## Exercise:
In the entries below, filter for the word "function" and copy every matching line.

━━━━━━━━━━━━━━━━

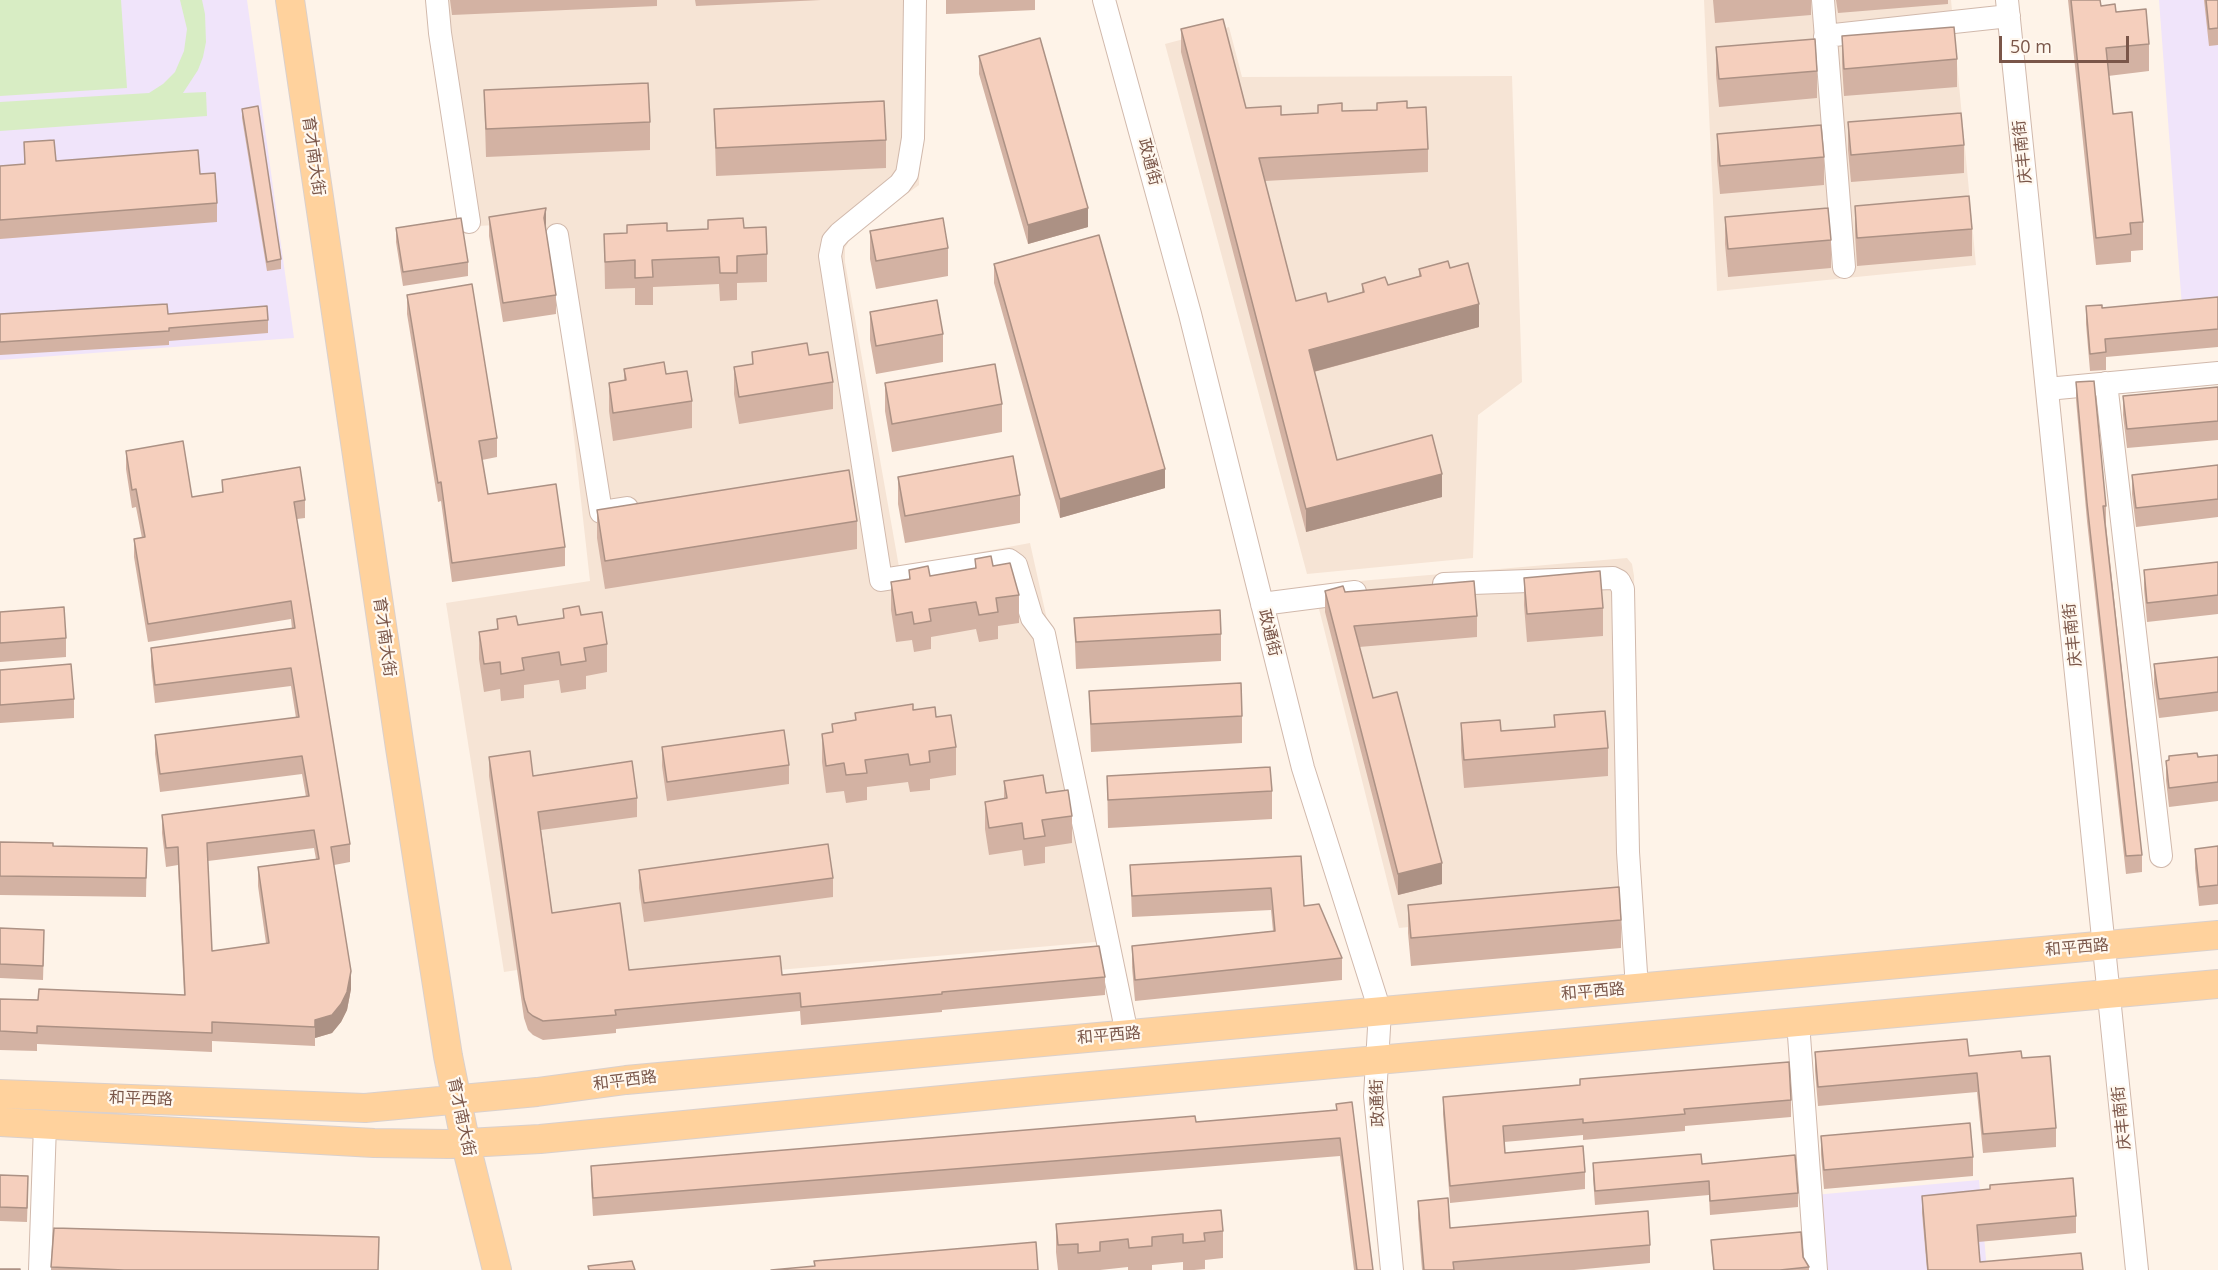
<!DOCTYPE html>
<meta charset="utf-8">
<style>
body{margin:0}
#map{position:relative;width:2218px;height:1270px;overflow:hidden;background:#fef3e8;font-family:"Open Sans",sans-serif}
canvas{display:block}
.scale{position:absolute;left:1999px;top:36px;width:130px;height:27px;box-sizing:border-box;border:3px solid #7a5649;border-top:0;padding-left:8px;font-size:18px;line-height:21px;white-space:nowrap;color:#7a5649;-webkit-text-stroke:4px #fff8ef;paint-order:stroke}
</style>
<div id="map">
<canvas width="2218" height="1270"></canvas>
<div class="scale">50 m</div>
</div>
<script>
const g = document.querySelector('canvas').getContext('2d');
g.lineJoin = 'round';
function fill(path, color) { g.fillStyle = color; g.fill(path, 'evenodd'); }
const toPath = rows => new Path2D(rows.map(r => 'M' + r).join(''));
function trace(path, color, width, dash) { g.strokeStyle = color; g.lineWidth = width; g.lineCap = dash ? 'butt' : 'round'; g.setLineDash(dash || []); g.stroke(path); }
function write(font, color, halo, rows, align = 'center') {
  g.font = font + ' "Open Sans","Noto Sans SC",sans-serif'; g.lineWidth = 4.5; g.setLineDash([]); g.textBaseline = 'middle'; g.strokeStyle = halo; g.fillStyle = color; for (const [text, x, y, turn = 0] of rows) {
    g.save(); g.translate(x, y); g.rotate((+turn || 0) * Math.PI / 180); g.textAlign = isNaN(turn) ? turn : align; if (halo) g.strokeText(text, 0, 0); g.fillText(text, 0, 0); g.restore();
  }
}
const residential = toPath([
 [426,0,923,0,919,185,860,228,850,239,845,248,845,262,899,567,1030,543,1118,940,620,984,557,964,504,972,446,603,590,581,560,313,545,222,462,227,429,32],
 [1704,0,1951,0,1976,265,1717,291],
 [1229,27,1242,77,1512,76,1522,382,1478,415,1473,558,1307,574,1165,44],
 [1627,558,1632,564,1634,576,1641,904,1399,928,1313,585]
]);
const education = toPath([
 [0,0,247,0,294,338,0,360],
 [2159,0,2218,0,2218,304,2182,307],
 [1979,1180,1987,1270,1821,1270,1814,1195]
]);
const green = toPath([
 [0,0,121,0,127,88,0,96],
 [180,0,202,0,205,14,206,42,203,57,198,70,183,93,206,92,207,116,0,131,0,102,149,93,163,84,175,72,184,51,187,29]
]);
const minor = toPath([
 [437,0,440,33,469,222],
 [915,0,913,138,907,174,900,184,840,233,833,241,830,256,881,580,1009,560,1016,565,1032,618,1044,634,1127,1034],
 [1104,0,1190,314,1303,768,1380,1011,1375,1096,1392,1270],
 [1823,0,1844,267],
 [2007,0,2137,1270],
 [1825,36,2009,16],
 [557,235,601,512,627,508],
 [2106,383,2161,856],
 [2047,389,2218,373],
 [1444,584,1613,578,1619,581,1623,589,1628,852,1637,988],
 [1262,604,1355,592],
 [1798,1022,1816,1270],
 [40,1270,45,1125]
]);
const major = toPath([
 [290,0,400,748,448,1056,466,1145,497,1270],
 [0,1094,365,1108,537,1092,626,1080,2218,935],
 [0,1122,374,1143,449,1144,540,1139,1035,1091,2218,984]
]);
const wall = toPath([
 [450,0,657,0,657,6,452,15],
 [695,0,821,0,696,6],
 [946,0,1035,0,1035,10,946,14],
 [1713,0,1811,0,1811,15,1715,23],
 [1836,0,1948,0,1948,4,1838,13],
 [2068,0,2100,0,2101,6,2116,12,2149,44,2149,71,2108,76,2113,114,2143,222,2143,250,2131,251,2131,262,2096,265],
 [2204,0,2218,0,2218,45,2209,46],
 [1181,29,1246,108,1281,115,1377,110,1377,103,1407,108,1428,149,1428,172,1265,181,1296,301,1328,302,1362,292,1362,284,1388,285,1419,276,1419,269,1450,268,1479,327,1314,372,1337,460,1442,497,1306,532,1181,52],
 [1842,36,1957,59,1957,87,1844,96,1842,64],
 [1716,47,1817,71,1817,98,1719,107,1716,75],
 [979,56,1088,227,1028,244,979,74],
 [484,90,650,122,650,150,486,157],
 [242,109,281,259,281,269,267,271,242,118],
 [714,109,886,140,886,168,716,176],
 [1848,122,1964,145,1964,173,1851,182,1848,150],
 [1717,134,1824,157,1824,185,1720,194,1717,161],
 [24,142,56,161,200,174,217,203,217,222,0,239,0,166,24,164],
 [1855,206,1972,229,1972,256,1857,266,1855,233],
 [489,217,546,227,546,230,556,295,556,314,503,322,489,236],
 [1725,217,1831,240,1831,268,1728,277,1725,244],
 [396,228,468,262,468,276,403,286,396,242],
 [744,228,767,254,767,282,737,283,737,300,720,301,719,284,653,287,653,305,635,305,635,288,605,289,604,234],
 [870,231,948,248,948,276,876,289,870,259],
 [994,264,1165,488,1060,518,994,283],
 [407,295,497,438,497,457,482,460,488,494,565,547,565,566,452,582,441,501,438,502,407,314],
 [2218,297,2218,347,2106,357,2106,370,2090,371,2086,324,2086,306,2102,308],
 [870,312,943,334,943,362,876,374,870,340],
 [0,314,168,314,268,320,268,333,169,341,169,345,0,355],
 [752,352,809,355,833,382,833,409,739,424,734,394,734,367,752,364],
 [624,369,666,374,692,401,692,428,613,441,609,411,609,383,624,381],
 [2076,382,2106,506,2106,524,2142,855,2142,872,2126,874,2087,521,2076,400],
 [885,383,1002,404,1002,432,892,452,885,411],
 [2218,387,2218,440,2127,448,2123,415,2123,396],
 [126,451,192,497,222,492,222,480,305,500,305,518,297,519,350,844,350,862,334,865,351,989,347,1010,341,1022,332,1033,315,1038,315,1046,212,1041,212,1052,37,1044,37,1051,0,1050,0,999,38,1000,184,995,178,865,166,867,162,833,162,815,306,797,302,774,160,792,155,754,155,735,296,718,291,686,155,703,151,666,151,648,292,629,291,619,148,642,134,557,134,539,142,538,136,507,132,508,126,469],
 [314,848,316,859,258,867,258,886,266,943,212,951,208,861],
 [2218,465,2218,517,2136,527,2132,494,2132,475],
 [898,477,1020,495,1020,523,905,543,898,504],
 [597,510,857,521,857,549,605,589,597,538],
 [975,559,993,566,1019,595,1019,623,998,626,998,639,979,642,976,629,931,637,931,649,914,652,912,640,896,642,891,610,891,582,909,579,909,570,930,576,975,569],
 [2218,562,2218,614,2147,622,2144,589,2144,570],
 [1524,578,1603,608,1603,636,1527,642,1524,605],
 [1325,591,1345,592,1477,616,1477,637,1359,647,1373,698,1442,884,1398,895,1325,612],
 [563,609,581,615,607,644,607,672,586,676,586,689,561,693,559,680,524,685,524,698,501,701,500,689,484,692,479,659,479,632,497,629,497,619,518,625,563,618],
 [0,612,66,638,66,657,0,662],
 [1074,618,1221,634,1221,661,1076,669],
 [2218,657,2218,711,2159,718,2154,683,2154,664],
 [0,670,74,699,74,718,0,723],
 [1089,691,1242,716,1242,743,1091,752],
 [913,710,936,717,956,747,956,775,930,779,930,790,910,792,908,782,867,787,867,800,846,803,844,791,826,793,822,762,822,734,832,732,832,724,855,720,855,713],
 [1554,715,1608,748,1608,776,1464,788,1461,751,1461,723,1501,731,1554,727],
 [662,747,789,765,789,784,667,801,662,766],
 [2218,755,2218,801,2169,807,2166,780,2166,761],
 [489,757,533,776,637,798,637,817,541,830,552,913,629,970,782,975,1105,977,1105,995,942,1010,942,1012,801,1025,800,1011,616,1029,616,1033,543,1040,533,1035,528,1030,524,1018,489,776],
 [1107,776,1272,791,1272,819,1108,828],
 [1004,781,1046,793,1072,816,1072,843,1045,847,1045,863,1024,866,1022,850,989,855,985,829,985,802,1004,799],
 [0,842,53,846,147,848,146,897,0,895],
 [2218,846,2218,904,2199,906,2195,868,2195,849],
 [1301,856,1304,906,1342,958,1342,980,1135,1001,1132,967,1132,946,1273,931,1271,910,1132,917,1130,865],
 [639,870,833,878,833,897,644,922,639,888],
 [1408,905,1621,920,1621,948,1411,966,1408,933],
 [0,928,44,944,43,980,0,978],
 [1815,1052,1969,1056,2022,1058,2056,1128,2056,1147,1983,1153,1977,1092,1818,1106,1815,1071],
 [1443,1097,1791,1100,1791,1117,1685,1126,1685,1131,1583,1140,1583,1135,1504,1142,1505,1153,1585,1172,1585,1189,1450,1203,1443,1114],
 [1336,1104,1373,1270,1354,1270,1340,1156,593,1216,591,1184,591,1166,1196,1122,1336,1110],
 [1821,1136,1973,1157,1973,1176,1824,1189,1821,1155],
 [1593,1163,1702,1164,1798,1193,1798,1207,1710,1215,1709,1195,1595,1205,1593,1178],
 [0,1175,28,1190,27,1222,0,1221],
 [1922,1196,2076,1216,2076,1233,1978,1242,1980,1262,2083,1270,1927,1270,1922,1213],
 [1418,1201,1450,1228,1650,1245,1650,1263,1574,1270,1422,1270,1418,1219],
 [1056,1224,1223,1231,1223,1258,1205,1260,1205,1269,1194,1270,1183,1270,1183,1262,1152,1265,1152,1270,1128,1270,1128,1267,1100,1270,1058,1270,1056,1252],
 [54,1228,379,1237,378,1270,51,1270],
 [1711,1240,1803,1257,1809,1267,1809,1270,1713,1270]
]);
const shadedWall = toPath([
 [546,208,546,227,544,237,544,218],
 [1088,208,1088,227,1028,244,1028,225],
 [1479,304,1479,327,1309,373,1309,350],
 [1165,469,1165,488,1060,518,1060,499],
 [1442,474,1442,497,1306,532,1306,509],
 [1442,863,1442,884,1398,895,1398,874],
 [351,971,351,989,347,1010,341,1022,332,1033,315,1038,315,1046,315,1020]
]);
const building = toPath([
 [2071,0,2100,0,2101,6,2115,4,2116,12,2146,9,2149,44,2106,48,2113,114,2132,112,2143,222,2130,223,2131,234,2096,238,2071,0],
 [2206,0,2218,0,2218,28,2209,29,2206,0],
 [1223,19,1246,108,1281,106,1281,115,1318,113,1318,105,1342,103,1342,111,1377,110,1377,103,1407,101,1407,108,1426,107,1428,149,1259,158,1296,301,1326,293,1328,302,1364,292,1362,284,1385,277,1388,285,1421,276,1419,269,1448,261,1450,268,1468,263,1479,304,1309,350,1337,460,1432,435,1442,474,1306,509,1181,29,1223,19],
 [1954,27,1957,59,1844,69,1842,36,1954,27],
 [1040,38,1088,208,1028,225,979,56,1040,38],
 [1815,39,1817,71,1719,79,1716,47,1815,39],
 [648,83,650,122,486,129,484,90,648,83],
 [884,101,886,140,716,148,714,109,884,101],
 [258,106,281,259,267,262,242,109,258,106],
 [1961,113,1964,145,1851,155,1848,122,1961,113],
 [1821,125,1824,157,1720,166,1717,134,1821,125],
 [54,140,56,161,198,150,200,174,215,173,217,203,0,220,0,166,25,164,24,142,54,140],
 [1969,196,1972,229,1857,238,1855,206,1969,196],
 [546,208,544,218,556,295,503,303,489,217,546,208],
 [1828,208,1831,240,1728,249,1725,217,1828,208],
 [461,218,468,262,403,272,396,228,461,218],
 [743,218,744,228,766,227,767,254,737,256,737,273,720,273,719,257,652,260,653,277,635,278,635,260,605,262,604,234,627,233,627,225,667,223,667,231,708,229,708,220,743,218],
 [943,218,948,248,876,261,870,231,943,218],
 [1099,235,1165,469,1060,499,994,264,1099,235],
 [472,284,497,438,479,441,488,494,556,484,565,547,452,563,441,482,438,483,407,295,472,284],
 [2218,297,2218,329,2105,339,2106,352,2090,354,2086,306,2102,305,2102,308,2218,297],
 [937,300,943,334,876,346,870,312,937,300],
 [167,304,168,314,267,306,268,320,169,328,169,331,0,342,0,314,167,304],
 [807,343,809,355,828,352,833,382,739,397,734,367,753,364,752,352,807,343],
 [664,362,666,374,687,371,692,401,613,413,609,383,626,380,624,369,664,362],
 [995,364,1002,404,892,424,885,383,995,364],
 [2094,381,2106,506,2103,506,2142,855,2126,856,2087,503,2076,382,2094,381],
 [2218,387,2218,421,2127,429,2123,396,2218,387],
 [183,441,192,497,223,492,222,480,300,467,305,500,294,502,350,844,331,847,351,971,347,992,341,1004,332,1015,315,1020,315,1027,212,1022,212,1033,37,1026,37,1033,0,1031,0,999,38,1000,39,989,185,995,178,847,166,848,162,815,309,796,302,756,160,774,155,735,299,717,291,668,155,685,151,648,295,628,291,601,148,624,134,539,145,537,136,489,132,490,126,451,183,441],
 [314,830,319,859,258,867,269,943,212,951,207,843,314,830],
 [1013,456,1020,495,905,516,898,477,1013,456],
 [2218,465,2218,499,2136,508,2132,475,2218,465],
 [849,470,857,521,605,561,597,510,849,470],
 [991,556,993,566,1010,563,1019,595,996,598,998,612,979,615,976,602,929,609,931,621,914,624,912,612,896,615,891,582,910,579,909,570,928,566,930,576,976,568,975,559,991,556],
 [2218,562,2218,595,2147,603,2144,570,2218,562],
 [1600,571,1603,608,1527,614,1524,578,1600,571],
 [1474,581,1477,616,1354,626,1373,698,1397,692,1442,863,1398,874,1325,591,1343,586,1345,592,1474,581],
 [579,606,581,615,602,612,607,644,584,648,586,661,561,665,559,652,522,658,524,670,501,674,500,662,484,664,479,632,498,629,497,619,516,616,518,625,564,618,563,609,579,606],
 [64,607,66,638,0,643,0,612,64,607],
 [1220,610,1221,634,1076,642,1074,618,1220,610],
 [2218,657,2218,692,2159,699,2154,664,2218,657],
 [71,664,74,699,0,705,0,670,71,664],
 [1241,683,1242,716,1091,724,1089,691,1241,683],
 [913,704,913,710,935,707,936,717,951,715,956,747,929,751,930,762,910,765,908,754,865,760,867,773,846,775,844,763,826,766,822,734,833,732,832,724,856,720,855,713,913,704],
 [1605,711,1608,748,1464,760,1461,723,1500,720,1501,731,1555,727,1554,715,1605,711],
 [784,730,789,765,667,782,662,747,784,730],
 [530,751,533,776,632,761,637,798,538,812,552,913,620,903,629,970,780,956,782,975,1099,946,1105,977,942,992,942,994,801,1007,800,993,615,1010,616,1015,543,1021,533,1016,528,1012,524,999,489,757,530,751],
 [2197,753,2198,757,2218,755,2218,782,2169,788,2166,761,2169,760,2169,756,2197,753],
 [1270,767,1272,791,1108,800,1107,776,1270,767],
 [1043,775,1046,793,1068,790,1072,816,1042,820,1045,836,1024,839,1022,823,989,828,985,802,1007,798,1004,781,1043,775],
 [0,842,53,843,53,846,147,848,146,878,0,876,0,842],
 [828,844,833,878,644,903,639,870,828,844],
 [2218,846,2218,885,2199,887,2195,849,2218,846],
 [1301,856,1304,906,1319,904,1342,958,1135,980,1132,946,1275,931,1271,888,1132,896,1130,865,1301,856],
 [1619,887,1621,920,1411,938,1408,905,1619,887],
 [0,928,44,930,43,966,0,964,0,928],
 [1967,1039,1969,1056,2021,1051,2022,1058,2050,1056,2056,1128,1983,1134,1977,1073,1818,1087,1815,1052,1967,1039],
 [1789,1062,1791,1100,1684,1109,1685,1114,1583,1123,1583,1119,1503,1126,1505,1153,1583,1146,1585,1172,1450,1186,1443,1097,1580,1085,1580,1079,1789,1062],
 [1352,1102,1373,1270,1357,1270,1340,1138,593,1198,591,1166,1195,1116,1196,1122,1337,1110,1336,1104,1352,1102],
 [1970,1123,1973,1157,1824,1170,1821,1136,1970,1123],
 [1701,1154,1702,1164,1795,1155,1798,1193,1710,1201,1709,1181,1595,1191,1593,1163,1701,1154],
 [0,1175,28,1176,27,1208,0,1207,0,1175],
 [2073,1178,2076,1216,1977,1225,1980,1262,2081,1253,2083,1270,1928,1270,1922,1196,1990,1189,1990,1185,2073,1178],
 [1448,1198,1450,1228,1648,1211,1650,1245,1453,1262,1454,1270,1424,1270,1418,1201,1448,1198],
 [1221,1210,1223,1231,1204,1233,1205,1241,1183,1243,1183,1234,1152,1237,1152,1246,1129,1248,1128,1239,1100,1242,1100,1251,1078,1253,1078,1244,1058,1245,1056,1224,1221,1210],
 [54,1228,379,1237,378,1270,124,1270,51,1267,54,1228],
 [1801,1232,1803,1257,1809,1267,1780,1270,1714,1270,1711,1240,1801,1232],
 [1036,1242,1038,1270,771,1270,815,1266,814,1261,1036,1242],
 [632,1261,635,1270,589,1270,588,1266,632,1261],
 [0,1269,20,1269,20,1270,0,1270,0,1269]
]);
const streetNames = [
 ["庆丰南街",2023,152,-96],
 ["育才南大街",313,156,82],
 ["政通街",1149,162,75],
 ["政通街",1269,633,76],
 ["庆丰南街",2073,635,-96],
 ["育才南大街",384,637,82],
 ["和平西路",2077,948,-5],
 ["和平西路",1593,992,-5],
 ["和平西路",1109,1036,-5],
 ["和平西路",625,1081,-7],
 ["和平西路",141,1099,2],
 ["政通街",1378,1103,-92],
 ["育才南大街",461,1117,78],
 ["庆丰南街",2122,1118,-96]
];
fill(residential, '#f6e4d5');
fill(education, '#f0e4fa');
fill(green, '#d8edc4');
trace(minor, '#d1b9ac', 24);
trace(major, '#dad0cc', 30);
trace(minor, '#fff', 22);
trace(major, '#ffd29d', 28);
fill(wall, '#d3b2a3');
fill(shadedWall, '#ac9184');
fill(building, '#f5cfbd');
trace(building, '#ac9184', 1.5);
write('16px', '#7a5649', '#fff8ef', streetNames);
</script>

━━━━━━━━━━━━━━━━

## Task answer:
function fill(path, color) { g.fillStyle = color; g.fill(path, 'evenodd'); }
function trace(path, color, width, dash) { g.strokeStyle = color; g.lineWidth = width; g.lineCap = dash ? 'butt' : 'round'; g.setLineDash(dash || []); g.stroke(path); }
function write(font, color, halo, rows, align = 'center') {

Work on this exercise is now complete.